Assignment:
Your task is to work out how many lines in the data include the word "stroke". Reply with the number alone.
[Task data]
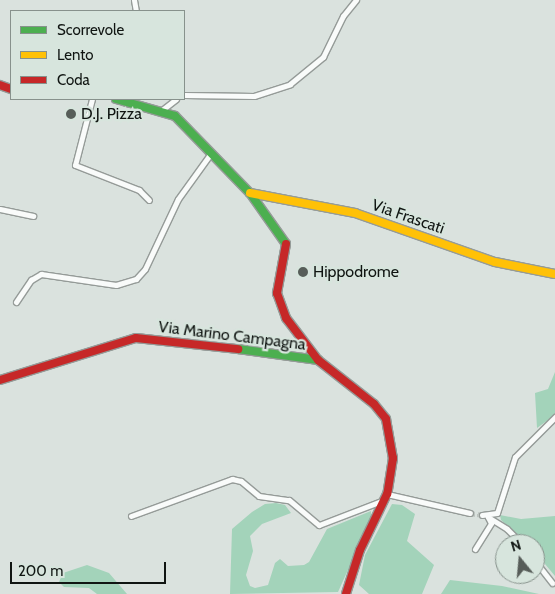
<!DOCTYPE html>
<html>
<head>
<meta charset="utf-8">
<style>
  body { margin:0 }
  #map { position:relative; width:555px; height:594px; overflow:hidden; background:#dae2de; font-family:Cabin,sans-serif }
  div>[style] { position:absolute }
  .forest>* { inset:0; background:#a3d3ba }
  .street-tunnel>* { height:5px; margin-top:-2.5px; transform-origin:0; background:repeating-linear-gradient(90deg,#bcc3bf 0 5px,transparent 0 7.5px) }
  .roads { filter:drop-shadow(1px 0 #959b98) drop-shadow(-1px 0 #959b98) drop-shadow(0 1px #959b98) drop-shadow(0 -1px #959b98) }
  .street>* { height:5px; margin:-2.5px; padding:0 2.5px; transform-origin:2.5px; border-radius:2.5px; background:#f9fbfa }
  .fast>* { height:8px; margin:-4px; padding:0 4px; transform-origin:4px; border-radius:4px; background:#4caf50 }
  .slow>* { height:8px; margin:-4px; padding:0 4px; transform-origin:4px; border-radius:4px; background:#ffc107 }
  .jam>* { height:8px; margin:-4px; padding:0 4px; transform-origin:4px; border-radius:4px; background:#c62828 }
  .dots>* { width:14px; height:14px; translate:-50% -50%; box-sizing:border-box; border:2px solid #d7e5dd; border-radius:50% }
  span { translate:-50% -50%; white-space:nowrap; text-align:center; line-height:1.15; -webkit-text-stroke:4.5px #d7e5dd; paint-order:stroke }
  .poi-label { font-size:16px; color:#101512 }
  .left { translate:0 -50%; text-align:left }
  .street-label { font-size:16px; color:#101512 }
  .legend { position:absolute; left:10px; top:10px; width:175px; height:90px; box-sizing:border-box; background:#d7e5dd; border:1px solid #87928c; margin:0; padding:6px 9px; list-style:none; font-size:15px; color:#101512 }
  .legend li { display:flex; align-items:center; gap:10px; height:25px }
  .legend b { width:25px; border:1px solid #87928c }
  .north { position:absolute; left:495px; top:534px; width:50px; height:50px; box-sizing:border-box; background:#d7e5dd; border:1px solid #87928c; border-radius:50%; rotate:343deg; font-size:14px; font-weight:700; line-height:20px; text-align:center; color:#101512 }
  .north::after { content:''; display:block; margin:auto; width:18px; height:22px; background:#575d59; clip-path:polygon(50% 0,100% 100%,50% 72%,0 100%) }
  .scale { position:absolute; left:10px; top:562px; width:156px; height:22px; box-sizing:border-box; border:2px solid #101512; border-top:0; padding-left:6px; font-size:15px; line-height:18px; white-space:nowrap; color:#101512; -webkit-text-stroke:4px #d7e5dd; paint-order:stroke }
</style>
</head>
<body>
<div id="map">
  <div class="forest">
    <i style="clip-path:polygon(555px 372px,555px 415px,537px 428px,535px 393px,548px 389px)"></i>
    <i style="clip-path:polygon(276px 503px,285px 505px,291px 513px,262px 524px,250px 536px,253px 551px,246px 575px,250px 586px,255px 588px,268px 585px,275px 563px,280px 559px,288px 566px,304px 565px,309px 562px,327px 529px,371px 511px,371px 519px,338px 592px,230px 594px,232px 529px,252px 512px,265px 504px)"></i>
    <i style="clip-path:polygon(392px 504px,402px 505px,415px 514px,407px 541px,434px 565px,422px 594px,369px 594px,359px 585px,365px 555px)"></i>
    <i style="clip-path:polygon(500px 515px,521px 519px,555px 516px,555px 576px,535px 552px,535px 544px,528px 544px,501px 520px)"></i>
    <i style="clip-path:polygon(87px 565px,109px 573px,127px 594px,97px 594px,89px 588px,64px 587px,59px 582px,63px 573px)"></i>
    <i style="clip-path:polygon(450px 580px,502px 586px,539px 594px,441px 594px)"></i>
  </div>
  <div class="street-tunnel">
    <i style="left:470px;top:513px;width:12px;rotate:9deg"></i>
  </div>
  <div class="roads">
    <div class="street">
      <i style="left:134px;top:0;width:11px;rotate:80deg"></i>
      <i style="left:184px;top:95px;width:70px;rotate:0.8deg"></i>
      <i style="left:254px;top:96px;width:38px;rotate:-18deg"></i>
      <i style="left:290px;top:84px;width:43px;rotate:-39.3deg"></i>
      <i style="left:323px;top:57px;width:46px;rotate:-64deg"></i>
      <i style="left:343px;top:16px;width:21px;rotate:-51deg"></i>
      <i style="left:92px;top:99px;width:68px;rotate:104.4deg"></i>
      <i style="left:75px;top:165px;width:69px;rotate:21.3deg"></i>
      <i style="left:139px;top:190px;width:14px;rotate:45deg"></i>
      <i style="left:162px;top:110px;width:18px;rotate:-38deg"></i>
      <i style="left:0;top:209px;width:34px;rotate:12deg"></i>
      <i style="left:16px;top:302px;width:27px;rotate:-56deg"></i>
      <i style="left:31px;top:280px;width:12px;rotate:-31deg"></i>
      <i style="left:41px;top:274px;width:76px;rotate:8.3deg"></i>
      <i style="left:116px;top:285px;width:21px;rotate:-17deg"></i>
      <i style="left:136px;top:279px;width:13px;rotate:-48deg"></i>
      <i style="left:145px;top:269px;width:77px;rotate:-64.8deg"></i>
      <i style="left:178px;top:199px;width:57px;rotate:-54.3deg"></i>
      <i style="left:387px;top:494px;width:85px;rotate:12.9deg"></i>
      <i style="left:482px;top:515px;width:15px;rotate:-8deg"></i>
      <i style="left:497px;top:513px;width:59px;rotate:-72.2deg"></i>
      <i style="left:515px;top:457px;width:57px;rotate:-45deg"></i>
      <i style="left:131px;top:516px;width:108px;rotate:-20.1deg"></i>
      <i style="left:232px;top:479px;width:9px;rotate:13deg"></i>
      <i style="left:241px;top:481px;width:23px;rotate:40deg"></i>
      <i style="left:259px;top:496px;width:30px;rotate:8deg"></i>
      <i style="left:289px;top:500px;width:39px;rotate:40deg"></i>
      <i style="left:319px;top:525px;width:70px;rotate:-21deg"></i>
      <i style="left:488px;top:517px;width:22px;rotate:32deg"></i>
      <i style="left:507px;top:529px;width:21px;rotate:45deg"></i>
      <i style="left:475px;top:549px;width:31px;rotate:-58deg"></i>
      <i style="left:491px;top:523px;width:7px;rotate:-117deg"></i>
      <i style="left:535px;top:561px;width:28px;rotate:52deg"></i>
    </div>
    <div class="fast">
      <i style="left:116px;top:99px;width:61px;rotate:16.1deg"></i>
      <i style="left:175px;top:116px;width:107px;rotate:45.8deg"></i>
      <i style="left:250px;top:193px;width:62px;rotate:54.8deg"></i>
      <i style="left:238px;top:349px;width:81px;rotate:7.8deg"></i>
    </div>
    <div class="slow">
      <i style="left:250px;top:193px;width:107px;rotate:10.8deg"></i>
      <i style="left:355px;top:213px;width:148px;rotate:19.3deg"></i>
      <i style="left:495px;top:262px;width:61px;rotate:11.3deg"></i>
    </div>
    <div class="jam">
      <i style="left:0;top:85px;width:12px;rotate:20deg"></i>
      <i style="left:286px;top:244px;width:50px;rotate:100.4deg"></i>
      <i style="left:277px;top:293px;width:27px;rotate:70deg"></i>
      <i style="left:286px;top:318px;width:53px;rotate:52.7deg"></i>
      <i style="left:318px;top:360px;width:71px;rotate:38.2deg"></i>
      <i style="left:374px;top:404px;width:19px;rotate:51deg"></i>
      <i style="left:386px;top:419px;width:40px;rotate:80deg"></i>
      <i style="left:393px;top:458px;width:36px;rotate:99deg"></i>
      <i style="left:387px;top:494px;width:62px;rotate:115.7deg"></i>
      <i style="left:360px;top:550px;width:46px;rotate:107.7deg"></i>
      <i style="left:0;top:380px;width:142px;rotate:-17.2deg"></i>
      <i style="left:136px;top:338px;width:103px;rotate:6.2deg"></i>
    </div>
  </div>
  <div class="dots">
    <i style="left:71px;top:114px;background:#575d59"></i>
    <i style="left:303px;top:272px;background:#575d59"></i>
  </div>
  <div class="poi-label">
    <span class="left" style="left:81px;top:114px">D.J. Pizza</span>
    <span class="left" style="left:313px;top:272px">Hippodrome</span>
  </div>
  <div class="street-label">
    <span style="left:408px;top:217px;rotate:19deg">Via Frascati</span>
    <span style="left:232px;top:336px;rotate:7deg">Via Marino Campagna</span>
  </div>
  <ul class="legend">
  <li><b style="height:6px;background:#4caf50"></b>Scorrevole</li>
  <li><b style="height:6px;background:#ffc107"></b>Lento</li>
  <li><b style="height:6px;background:#c62828"></b>Coda</li>
  </ul>
  <div class="north">N</div>
  <div class="scale">200 m</div>
</div>
</body>
</html>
[/Task data]
Result:
2